▸ **Stored data entries**:
------------------------------------------------------------------------

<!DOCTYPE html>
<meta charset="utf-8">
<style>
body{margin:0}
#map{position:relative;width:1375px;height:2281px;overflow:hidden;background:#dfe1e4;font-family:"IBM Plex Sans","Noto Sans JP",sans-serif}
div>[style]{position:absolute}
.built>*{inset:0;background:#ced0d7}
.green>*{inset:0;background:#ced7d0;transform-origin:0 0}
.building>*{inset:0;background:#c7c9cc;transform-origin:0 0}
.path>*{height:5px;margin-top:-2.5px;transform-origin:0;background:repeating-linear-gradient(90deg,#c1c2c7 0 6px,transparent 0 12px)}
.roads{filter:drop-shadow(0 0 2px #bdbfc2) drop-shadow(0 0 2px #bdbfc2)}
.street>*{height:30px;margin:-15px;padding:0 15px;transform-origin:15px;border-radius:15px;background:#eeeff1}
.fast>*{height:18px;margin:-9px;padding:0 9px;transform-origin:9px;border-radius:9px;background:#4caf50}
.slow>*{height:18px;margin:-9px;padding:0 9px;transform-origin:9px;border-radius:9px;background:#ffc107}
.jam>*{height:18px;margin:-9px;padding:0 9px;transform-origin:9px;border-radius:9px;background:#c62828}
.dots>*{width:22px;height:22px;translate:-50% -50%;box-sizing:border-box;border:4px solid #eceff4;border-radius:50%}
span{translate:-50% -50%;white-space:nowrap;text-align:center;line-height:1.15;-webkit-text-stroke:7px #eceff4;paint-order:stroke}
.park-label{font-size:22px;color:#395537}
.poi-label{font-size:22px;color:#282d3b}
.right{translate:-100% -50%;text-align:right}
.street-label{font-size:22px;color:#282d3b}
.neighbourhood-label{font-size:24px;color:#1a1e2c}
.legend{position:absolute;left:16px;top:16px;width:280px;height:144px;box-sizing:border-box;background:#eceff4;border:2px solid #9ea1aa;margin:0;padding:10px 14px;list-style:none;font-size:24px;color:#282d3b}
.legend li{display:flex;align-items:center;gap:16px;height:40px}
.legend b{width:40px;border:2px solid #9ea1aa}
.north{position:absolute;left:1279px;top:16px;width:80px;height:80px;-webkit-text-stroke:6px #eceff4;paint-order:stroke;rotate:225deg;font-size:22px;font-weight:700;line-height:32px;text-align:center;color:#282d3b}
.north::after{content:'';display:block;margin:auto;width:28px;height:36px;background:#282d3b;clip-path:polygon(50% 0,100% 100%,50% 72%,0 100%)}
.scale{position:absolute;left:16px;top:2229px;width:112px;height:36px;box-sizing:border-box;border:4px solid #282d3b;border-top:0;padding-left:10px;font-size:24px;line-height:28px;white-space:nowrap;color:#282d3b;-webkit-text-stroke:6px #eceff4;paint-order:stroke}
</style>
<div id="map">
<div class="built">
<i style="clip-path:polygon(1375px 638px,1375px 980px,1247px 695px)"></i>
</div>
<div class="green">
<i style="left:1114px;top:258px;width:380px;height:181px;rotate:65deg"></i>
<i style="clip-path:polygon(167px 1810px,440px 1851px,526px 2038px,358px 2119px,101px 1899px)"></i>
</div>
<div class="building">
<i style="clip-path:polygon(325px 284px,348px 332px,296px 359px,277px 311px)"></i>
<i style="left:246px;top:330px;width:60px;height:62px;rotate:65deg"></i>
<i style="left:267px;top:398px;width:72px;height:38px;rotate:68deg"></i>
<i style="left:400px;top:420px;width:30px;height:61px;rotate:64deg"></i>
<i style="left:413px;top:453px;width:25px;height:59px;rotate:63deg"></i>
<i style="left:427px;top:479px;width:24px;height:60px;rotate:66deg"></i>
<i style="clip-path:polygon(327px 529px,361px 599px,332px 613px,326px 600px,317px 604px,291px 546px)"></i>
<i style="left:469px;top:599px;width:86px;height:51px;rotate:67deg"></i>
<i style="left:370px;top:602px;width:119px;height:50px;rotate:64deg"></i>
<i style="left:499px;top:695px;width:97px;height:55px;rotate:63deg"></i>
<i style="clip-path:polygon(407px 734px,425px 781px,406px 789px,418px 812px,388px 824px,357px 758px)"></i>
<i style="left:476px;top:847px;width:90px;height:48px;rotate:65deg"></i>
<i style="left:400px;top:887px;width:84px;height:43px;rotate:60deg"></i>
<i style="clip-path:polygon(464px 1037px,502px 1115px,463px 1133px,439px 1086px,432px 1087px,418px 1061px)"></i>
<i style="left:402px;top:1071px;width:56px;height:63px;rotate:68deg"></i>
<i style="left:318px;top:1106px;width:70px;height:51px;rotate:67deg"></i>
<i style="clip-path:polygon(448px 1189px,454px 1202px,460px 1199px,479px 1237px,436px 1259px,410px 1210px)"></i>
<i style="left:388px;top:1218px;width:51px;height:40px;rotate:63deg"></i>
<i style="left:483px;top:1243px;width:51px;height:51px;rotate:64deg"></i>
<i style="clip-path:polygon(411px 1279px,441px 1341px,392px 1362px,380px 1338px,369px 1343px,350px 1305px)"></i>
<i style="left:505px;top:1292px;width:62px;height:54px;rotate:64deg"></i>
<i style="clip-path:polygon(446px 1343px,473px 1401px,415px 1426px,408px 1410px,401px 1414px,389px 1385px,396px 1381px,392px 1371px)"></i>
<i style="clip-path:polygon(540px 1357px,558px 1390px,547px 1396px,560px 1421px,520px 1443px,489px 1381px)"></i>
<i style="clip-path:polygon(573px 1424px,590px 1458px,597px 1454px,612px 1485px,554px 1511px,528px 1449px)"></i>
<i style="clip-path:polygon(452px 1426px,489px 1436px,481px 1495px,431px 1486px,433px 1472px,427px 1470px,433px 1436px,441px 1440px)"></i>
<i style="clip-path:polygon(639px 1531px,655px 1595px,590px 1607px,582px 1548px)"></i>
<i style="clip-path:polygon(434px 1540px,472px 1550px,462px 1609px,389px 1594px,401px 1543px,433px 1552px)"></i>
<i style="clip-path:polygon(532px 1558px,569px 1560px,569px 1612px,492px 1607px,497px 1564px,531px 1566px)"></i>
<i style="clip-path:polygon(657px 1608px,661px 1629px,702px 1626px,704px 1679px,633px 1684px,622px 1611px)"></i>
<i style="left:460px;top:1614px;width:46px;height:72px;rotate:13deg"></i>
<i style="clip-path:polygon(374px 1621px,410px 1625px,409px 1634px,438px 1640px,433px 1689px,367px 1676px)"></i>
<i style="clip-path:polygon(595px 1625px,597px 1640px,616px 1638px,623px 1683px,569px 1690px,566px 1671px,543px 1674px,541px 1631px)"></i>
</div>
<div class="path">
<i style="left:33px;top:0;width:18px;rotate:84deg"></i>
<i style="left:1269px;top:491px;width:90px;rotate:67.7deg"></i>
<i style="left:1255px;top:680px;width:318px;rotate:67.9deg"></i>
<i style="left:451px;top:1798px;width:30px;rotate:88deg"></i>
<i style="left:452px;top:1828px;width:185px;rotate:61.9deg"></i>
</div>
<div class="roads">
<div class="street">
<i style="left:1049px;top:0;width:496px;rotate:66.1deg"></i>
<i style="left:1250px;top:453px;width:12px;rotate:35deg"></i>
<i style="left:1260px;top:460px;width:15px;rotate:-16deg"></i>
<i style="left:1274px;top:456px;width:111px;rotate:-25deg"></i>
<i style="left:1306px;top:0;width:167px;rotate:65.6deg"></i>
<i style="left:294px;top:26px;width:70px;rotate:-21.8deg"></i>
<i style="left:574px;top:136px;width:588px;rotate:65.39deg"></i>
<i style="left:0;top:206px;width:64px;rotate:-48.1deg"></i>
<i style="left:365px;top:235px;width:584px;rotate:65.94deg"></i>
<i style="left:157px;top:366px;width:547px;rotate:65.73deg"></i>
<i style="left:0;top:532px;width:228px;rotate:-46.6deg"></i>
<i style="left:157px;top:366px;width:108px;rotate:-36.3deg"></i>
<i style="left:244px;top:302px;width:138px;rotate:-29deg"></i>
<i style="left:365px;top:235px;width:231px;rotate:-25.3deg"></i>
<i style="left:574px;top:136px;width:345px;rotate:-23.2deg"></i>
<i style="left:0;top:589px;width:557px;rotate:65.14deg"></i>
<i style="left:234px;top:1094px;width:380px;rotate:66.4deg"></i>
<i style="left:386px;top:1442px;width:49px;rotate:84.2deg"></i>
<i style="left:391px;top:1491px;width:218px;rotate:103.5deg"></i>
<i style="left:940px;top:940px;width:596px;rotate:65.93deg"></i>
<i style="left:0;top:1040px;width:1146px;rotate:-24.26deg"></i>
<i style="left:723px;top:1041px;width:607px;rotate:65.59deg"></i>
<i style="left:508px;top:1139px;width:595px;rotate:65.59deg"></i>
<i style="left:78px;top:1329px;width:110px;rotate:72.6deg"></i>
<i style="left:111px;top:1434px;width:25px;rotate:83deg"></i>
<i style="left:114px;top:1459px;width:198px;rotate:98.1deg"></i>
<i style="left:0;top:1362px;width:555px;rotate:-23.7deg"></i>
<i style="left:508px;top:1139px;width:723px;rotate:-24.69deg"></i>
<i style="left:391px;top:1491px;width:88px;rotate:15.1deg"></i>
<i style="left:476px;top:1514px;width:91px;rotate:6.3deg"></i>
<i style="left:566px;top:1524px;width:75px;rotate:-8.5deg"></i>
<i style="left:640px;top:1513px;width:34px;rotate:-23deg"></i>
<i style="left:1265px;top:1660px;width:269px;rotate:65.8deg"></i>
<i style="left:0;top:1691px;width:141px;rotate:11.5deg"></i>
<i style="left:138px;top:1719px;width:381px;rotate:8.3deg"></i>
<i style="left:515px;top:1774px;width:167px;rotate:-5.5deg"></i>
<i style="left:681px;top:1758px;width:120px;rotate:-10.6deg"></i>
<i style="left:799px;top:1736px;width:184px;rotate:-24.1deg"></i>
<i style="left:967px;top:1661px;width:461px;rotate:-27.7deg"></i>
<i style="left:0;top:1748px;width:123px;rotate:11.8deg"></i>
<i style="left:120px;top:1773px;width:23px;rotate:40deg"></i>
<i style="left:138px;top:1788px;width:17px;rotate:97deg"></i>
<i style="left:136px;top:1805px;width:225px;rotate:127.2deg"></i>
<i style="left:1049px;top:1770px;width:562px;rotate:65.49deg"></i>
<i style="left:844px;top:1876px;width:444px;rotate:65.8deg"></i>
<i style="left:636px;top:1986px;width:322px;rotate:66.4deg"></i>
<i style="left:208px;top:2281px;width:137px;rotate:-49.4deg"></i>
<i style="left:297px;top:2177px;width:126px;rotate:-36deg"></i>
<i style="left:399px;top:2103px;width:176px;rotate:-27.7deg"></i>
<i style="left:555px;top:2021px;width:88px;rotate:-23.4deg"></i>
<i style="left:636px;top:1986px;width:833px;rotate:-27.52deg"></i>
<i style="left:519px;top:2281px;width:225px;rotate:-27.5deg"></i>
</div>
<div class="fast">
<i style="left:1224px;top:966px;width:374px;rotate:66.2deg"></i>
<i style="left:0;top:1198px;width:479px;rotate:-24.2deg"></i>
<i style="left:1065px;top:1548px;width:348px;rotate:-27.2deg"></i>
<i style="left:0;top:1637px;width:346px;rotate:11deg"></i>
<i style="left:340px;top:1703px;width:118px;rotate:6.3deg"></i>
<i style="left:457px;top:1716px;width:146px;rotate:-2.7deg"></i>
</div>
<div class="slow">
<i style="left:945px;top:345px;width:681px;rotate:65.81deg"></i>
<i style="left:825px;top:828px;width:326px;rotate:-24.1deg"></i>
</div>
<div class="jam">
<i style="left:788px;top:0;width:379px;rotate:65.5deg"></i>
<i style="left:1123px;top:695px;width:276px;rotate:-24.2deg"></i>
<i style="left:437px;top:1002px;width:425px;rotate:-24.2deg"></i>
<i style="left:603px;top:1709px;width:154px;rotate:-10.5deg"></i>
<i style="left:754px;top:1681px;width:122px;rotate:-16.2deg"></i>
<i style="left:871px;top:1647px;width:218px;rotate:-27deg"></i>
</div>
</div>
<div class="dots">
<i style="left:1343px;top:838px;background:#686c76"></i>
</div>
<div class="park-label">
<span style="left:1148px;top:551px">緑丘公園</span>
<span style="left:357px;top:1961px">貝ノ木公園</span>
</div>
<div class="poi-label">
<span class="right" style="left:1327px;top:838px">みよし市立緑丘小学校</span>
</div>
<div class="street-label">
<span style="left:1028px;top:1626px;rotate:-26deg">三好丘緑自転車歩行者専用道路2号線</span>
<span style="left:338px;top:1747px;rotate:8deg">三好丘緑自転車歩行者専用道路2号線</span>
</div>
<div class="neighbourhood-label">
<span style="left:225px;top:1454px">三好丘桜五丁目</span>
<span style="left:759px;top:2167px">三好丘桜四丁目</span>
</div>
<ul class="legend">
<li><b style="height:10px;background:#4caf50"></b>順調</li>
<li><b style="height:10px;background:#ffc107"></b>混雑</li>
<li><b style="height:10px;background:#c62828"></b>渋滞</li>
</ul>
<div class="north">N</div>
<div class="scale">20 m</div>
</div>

------------------------------------------------------------------------

▸ **Work instructions**:
Pull out every line above that holds the word "green".

▸ **Answer space**:
.green>*{inset:0;background:#ced7d0;transform-origin:0 0}
<div class="green">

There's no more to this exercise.